Gee, what a pleasant surprise. A guy returns from a week's vacation and finds a gift assortment of headlines begging for commentary. Let the fun begin:
How often does the government get to pat itself on the back for a project that comes in nine years behind schedule and $5 billion over budget? Not even David Copperfield can make time and money disappear like that.
I could envision the book being dedicated to Pete Wilson, Gray Davis, Arnold Schwarzenegger, Jerry Brown and whoever turns out to be governor when the east span is completed. Its price tag could be set at weekday and weekend rates, depending on whether you purchased it when sales traffic was heavy.
The video could be scheduled for release in 2013 but not appear in theaters until 2022. The production work could be done in Beijing and the narration in Chinese. Movie critics could be enlisted to falsify glowing reviews without even bothering to look at the film.
Now, though, the whole commemorative package has been scrapped. The governor seems to think it's a waste of money. Wouldn't want anyone to associate that notion with the new Bay Bridge.
"While I believe the design element in question would win wide acceptance over time, it also is important that we listen to and respect what has been a significant negative response by students, alumni and other members of our community," said Daniel M. Dolley, UC's senior vice president for external relations, in a statement.
Translation: If this is going to hurt donations to the university, let's pretend it never happened.
The UC Office of the President's marketing department came up with the design -- a block "C" embedded in "U" silhouette, bearing a striking resemblance to a toilet seat and tank -- that was intended to reproduce easily in online and electronic applications.
The end of the logo flap should do two things: one, make alumni happy; and two, give marketing majors pause about enrolling in UC design classes.

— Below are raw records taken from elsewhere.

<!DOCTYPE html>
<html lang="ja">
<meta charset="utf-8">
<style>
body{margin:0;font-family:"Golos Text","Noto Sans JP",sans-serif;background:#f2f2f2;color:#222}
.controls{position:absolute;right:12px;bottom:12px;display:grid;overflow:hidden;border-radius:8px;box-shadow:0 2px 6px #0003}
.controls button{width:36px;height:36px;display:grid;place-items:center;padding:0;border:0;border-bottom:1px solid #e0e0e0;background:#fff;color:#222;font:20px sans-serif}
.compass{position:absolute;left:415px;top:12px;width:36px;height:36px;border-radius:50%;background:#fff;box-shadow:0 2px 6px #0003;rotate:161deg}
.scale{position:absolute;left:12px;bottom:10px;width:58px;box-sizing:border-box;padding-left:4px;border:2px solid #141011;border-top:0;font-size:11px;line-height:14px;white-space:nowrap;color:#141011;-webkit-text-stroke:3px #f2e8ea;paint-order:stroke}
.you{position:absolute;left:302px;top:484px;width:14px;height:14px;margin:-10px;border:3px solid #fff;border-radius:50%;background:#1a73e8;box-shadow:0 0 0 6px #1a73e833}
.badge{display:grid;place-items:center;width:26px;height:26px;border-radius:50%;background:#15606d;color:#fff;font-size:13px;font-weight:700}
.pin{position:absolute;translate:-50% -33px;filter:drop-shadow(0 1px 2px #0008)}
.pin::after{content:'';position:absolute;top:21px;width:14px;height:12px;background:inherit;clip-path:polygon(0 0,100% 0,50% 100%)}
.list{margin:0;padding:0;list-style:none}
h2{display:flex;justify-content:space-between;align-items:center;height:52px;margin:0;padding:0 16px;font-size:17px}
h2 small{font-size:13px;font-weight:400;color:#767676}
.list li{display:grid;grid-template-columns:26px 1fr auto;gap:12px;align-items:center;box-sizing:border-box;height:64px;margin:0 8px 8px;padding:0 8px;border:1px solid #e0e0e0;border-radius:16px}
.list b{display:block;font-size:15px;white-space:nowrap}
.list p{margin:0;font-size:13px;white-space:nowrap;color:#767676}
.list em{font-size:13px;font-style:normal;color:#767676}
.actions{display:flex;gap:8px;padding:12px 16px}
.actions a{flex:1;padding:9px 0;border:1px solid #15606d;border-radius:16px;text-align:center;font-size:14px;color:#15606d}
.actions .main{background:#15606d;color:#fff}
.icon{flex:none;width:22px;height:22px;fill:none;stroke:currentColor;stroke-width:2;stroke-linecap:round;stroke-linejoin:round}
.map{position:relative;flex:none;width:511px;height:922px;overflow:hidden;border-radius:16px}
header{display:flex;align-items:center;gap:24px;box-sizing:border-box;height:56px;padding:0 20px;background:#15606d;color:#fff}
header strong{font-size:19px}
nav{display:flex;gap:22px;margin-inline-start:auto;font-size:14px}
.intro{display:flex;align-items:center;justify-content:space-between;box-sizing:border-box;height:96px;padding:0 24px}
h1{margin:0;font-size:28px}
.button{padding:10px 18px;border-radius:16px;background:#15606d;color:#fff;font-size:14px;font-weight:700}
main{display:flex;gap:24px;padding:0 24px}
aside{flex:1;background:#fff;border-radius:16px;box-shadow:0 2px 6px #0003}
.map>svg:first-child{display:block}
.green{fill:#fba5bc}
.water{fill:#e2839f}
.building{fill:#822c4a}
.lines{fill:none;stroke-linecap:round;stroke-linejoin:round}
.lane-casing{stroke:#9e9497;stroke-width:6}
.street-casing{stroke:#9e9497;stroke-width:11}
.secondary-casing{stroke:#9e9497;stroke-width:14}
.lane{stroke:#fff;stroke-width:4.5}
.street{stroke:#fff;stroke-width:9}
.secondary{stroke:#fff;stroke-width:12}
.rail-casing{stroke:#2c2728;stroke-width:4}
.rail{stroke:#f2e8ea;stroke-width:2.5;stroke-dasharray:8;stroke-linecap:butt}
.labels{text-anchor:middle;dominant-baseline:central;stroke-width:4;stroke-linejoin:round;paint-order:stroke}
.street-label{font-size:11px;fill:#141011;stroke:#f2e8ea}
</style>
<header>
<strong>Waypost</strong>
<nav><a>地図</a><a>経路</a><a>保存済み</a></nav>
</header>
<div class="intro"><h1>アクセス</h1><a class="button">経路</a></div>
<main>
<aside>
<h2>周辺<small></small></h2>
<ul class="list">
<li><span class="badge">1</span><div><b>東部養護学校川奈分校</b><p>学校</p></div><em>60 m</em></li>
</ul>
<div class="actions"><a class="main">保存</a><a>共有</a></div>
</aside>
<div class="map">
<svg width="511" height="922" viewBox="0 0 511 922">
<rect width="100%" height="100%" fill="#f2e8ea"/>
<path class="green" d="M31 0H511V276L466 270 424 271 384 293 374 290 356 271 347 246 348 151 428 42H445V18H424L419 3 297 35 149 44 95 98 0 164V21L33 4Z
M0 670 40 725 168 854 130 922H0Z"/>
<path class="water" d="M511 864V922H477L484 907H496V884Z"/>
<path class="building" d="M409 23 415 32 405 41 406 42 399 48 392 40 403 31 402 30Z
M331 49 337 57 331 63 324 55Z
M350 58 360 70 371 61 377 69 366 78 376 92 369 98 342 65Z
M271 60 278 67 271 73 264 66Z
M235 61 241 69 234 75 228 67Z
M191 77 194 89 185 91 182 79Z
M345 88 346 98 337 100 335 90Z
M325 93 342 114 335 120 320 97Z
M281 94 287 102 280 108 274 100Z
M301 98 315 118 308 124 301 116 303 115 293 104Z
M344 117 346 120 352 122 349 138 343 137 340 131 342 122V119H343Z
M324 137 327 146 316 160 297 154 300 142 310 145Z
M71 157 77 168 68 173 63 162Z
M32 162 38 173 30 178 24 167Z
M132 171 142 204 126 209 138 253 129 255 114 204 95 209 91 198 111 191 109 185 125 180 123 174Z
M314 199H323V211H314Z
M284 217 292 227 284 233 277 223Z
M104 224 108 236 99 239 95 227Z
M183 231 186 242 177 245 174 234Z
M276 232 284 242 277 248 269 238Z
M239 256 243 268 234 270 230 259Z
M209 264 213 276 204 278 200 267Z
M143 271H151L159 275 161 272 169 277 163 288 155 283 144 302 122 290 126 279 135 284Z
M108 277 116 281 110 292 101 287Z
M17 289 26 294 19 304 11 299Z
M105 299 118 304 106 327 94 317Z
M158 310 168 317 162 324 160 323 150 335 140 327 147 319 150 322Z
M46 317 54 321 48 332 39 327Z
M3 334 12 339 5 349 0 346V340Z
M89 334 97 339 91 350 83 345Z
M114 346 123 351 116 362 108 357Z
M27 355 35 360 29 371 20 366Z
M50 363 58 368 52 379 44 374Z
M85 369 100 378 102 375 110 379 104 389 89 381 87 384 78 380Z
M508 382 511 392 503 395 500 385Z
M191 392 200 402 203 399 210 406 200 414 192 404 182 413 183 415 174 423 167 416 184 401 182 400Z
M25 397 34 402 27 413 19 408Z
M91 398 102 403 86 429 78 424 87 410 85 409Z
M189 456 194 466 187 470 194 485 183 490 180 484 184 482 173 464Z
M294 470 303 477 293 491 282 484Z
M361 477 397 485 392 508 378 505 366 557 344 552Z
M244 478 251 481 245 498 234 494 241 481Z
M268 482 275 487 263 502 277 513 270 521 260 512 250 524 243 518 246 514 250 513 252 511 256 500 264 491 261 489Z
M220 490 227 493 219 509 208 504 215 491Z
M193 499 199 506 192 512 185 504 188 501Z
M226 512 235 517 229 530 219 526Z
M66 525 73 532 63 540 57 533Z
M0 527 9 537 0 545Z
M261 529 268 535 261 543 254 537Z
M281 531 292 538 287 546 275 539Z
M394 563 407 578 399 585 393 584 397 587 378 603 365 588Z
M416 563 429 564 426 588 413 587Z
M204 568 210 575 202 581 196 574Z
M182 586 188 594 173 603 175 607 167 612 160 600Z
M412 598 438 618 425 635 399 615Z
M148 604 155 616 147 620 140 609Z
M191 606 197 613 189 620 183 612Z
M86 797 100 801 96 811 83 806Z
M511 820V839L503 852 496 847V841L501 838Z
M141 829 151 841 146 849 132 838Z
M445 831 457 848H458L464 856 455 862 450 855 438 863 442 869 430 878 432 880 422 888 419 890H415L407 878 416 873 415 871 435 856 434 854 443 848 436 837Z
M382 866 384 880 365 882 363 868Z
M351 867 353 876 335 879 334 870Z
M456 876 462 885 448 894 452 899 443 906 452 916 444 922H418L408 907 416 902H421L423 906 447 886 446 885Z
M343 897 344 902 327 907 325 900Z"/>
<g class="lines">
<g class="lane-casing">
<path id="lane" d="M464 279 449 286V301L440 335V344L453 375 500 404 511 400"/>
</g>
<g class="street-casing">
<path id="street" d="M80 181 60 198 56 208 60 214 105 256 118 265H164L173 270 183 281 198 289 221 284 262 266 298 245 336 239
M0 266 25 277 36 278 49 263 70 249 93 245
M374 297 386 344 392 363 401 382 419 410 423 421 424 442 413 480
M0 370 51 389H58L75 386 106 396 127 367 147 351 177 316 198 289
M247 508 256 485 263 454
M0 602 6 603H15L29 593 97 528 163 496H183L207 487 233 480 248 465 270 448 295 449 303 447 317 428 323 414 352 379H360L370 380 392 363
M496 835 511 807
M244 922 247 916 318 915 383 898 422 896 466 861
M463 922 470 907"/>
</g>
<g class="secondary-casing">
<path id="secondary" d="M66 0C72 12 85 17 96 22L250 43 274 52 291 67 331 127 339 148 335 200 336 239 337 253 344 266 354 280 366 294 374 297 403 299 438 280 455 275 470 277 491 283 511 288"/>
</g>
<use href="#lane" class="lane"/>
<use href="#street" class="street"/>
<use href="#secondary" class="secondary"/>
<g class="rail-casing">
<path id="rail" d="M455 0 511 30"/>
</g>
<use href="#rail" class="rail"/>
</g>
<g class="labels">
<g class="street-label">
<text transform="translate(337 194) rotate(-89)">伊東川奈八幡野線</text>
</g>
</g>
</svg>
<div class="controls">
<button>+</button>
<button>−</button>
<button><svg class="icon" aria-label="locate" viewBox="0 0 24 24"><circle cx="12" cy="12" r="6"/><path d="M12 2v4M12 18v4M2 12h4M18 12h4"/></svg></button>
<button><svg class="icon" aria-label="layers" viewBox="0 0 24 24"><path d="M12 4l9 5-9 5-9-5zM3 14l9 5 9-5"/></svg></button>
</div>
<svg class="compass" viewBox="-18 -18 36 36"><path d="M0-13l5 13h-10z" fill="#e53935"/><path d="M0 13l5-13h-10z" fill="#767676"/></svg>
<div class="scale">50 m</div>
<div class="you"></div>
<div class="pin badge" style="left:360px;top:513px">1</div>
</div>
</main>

Officials cited findings they say contributed to the problem -- use of smokeless tobacco products, such as snuff and chewing tobacco, has nearly tripled in a decade, and undercover surveys indicate that more tobacco retailers are making illegal sales to minors than they were a year ago -- but it was another purported factor that caught my eye:
Tobacco advertisements in stores are often displayed less than three feet above the floor, where they can easily capture the attention of young minds.
If that puts them at the eye level of 18-to-24-year-olds, then smoking really does stunt your growth.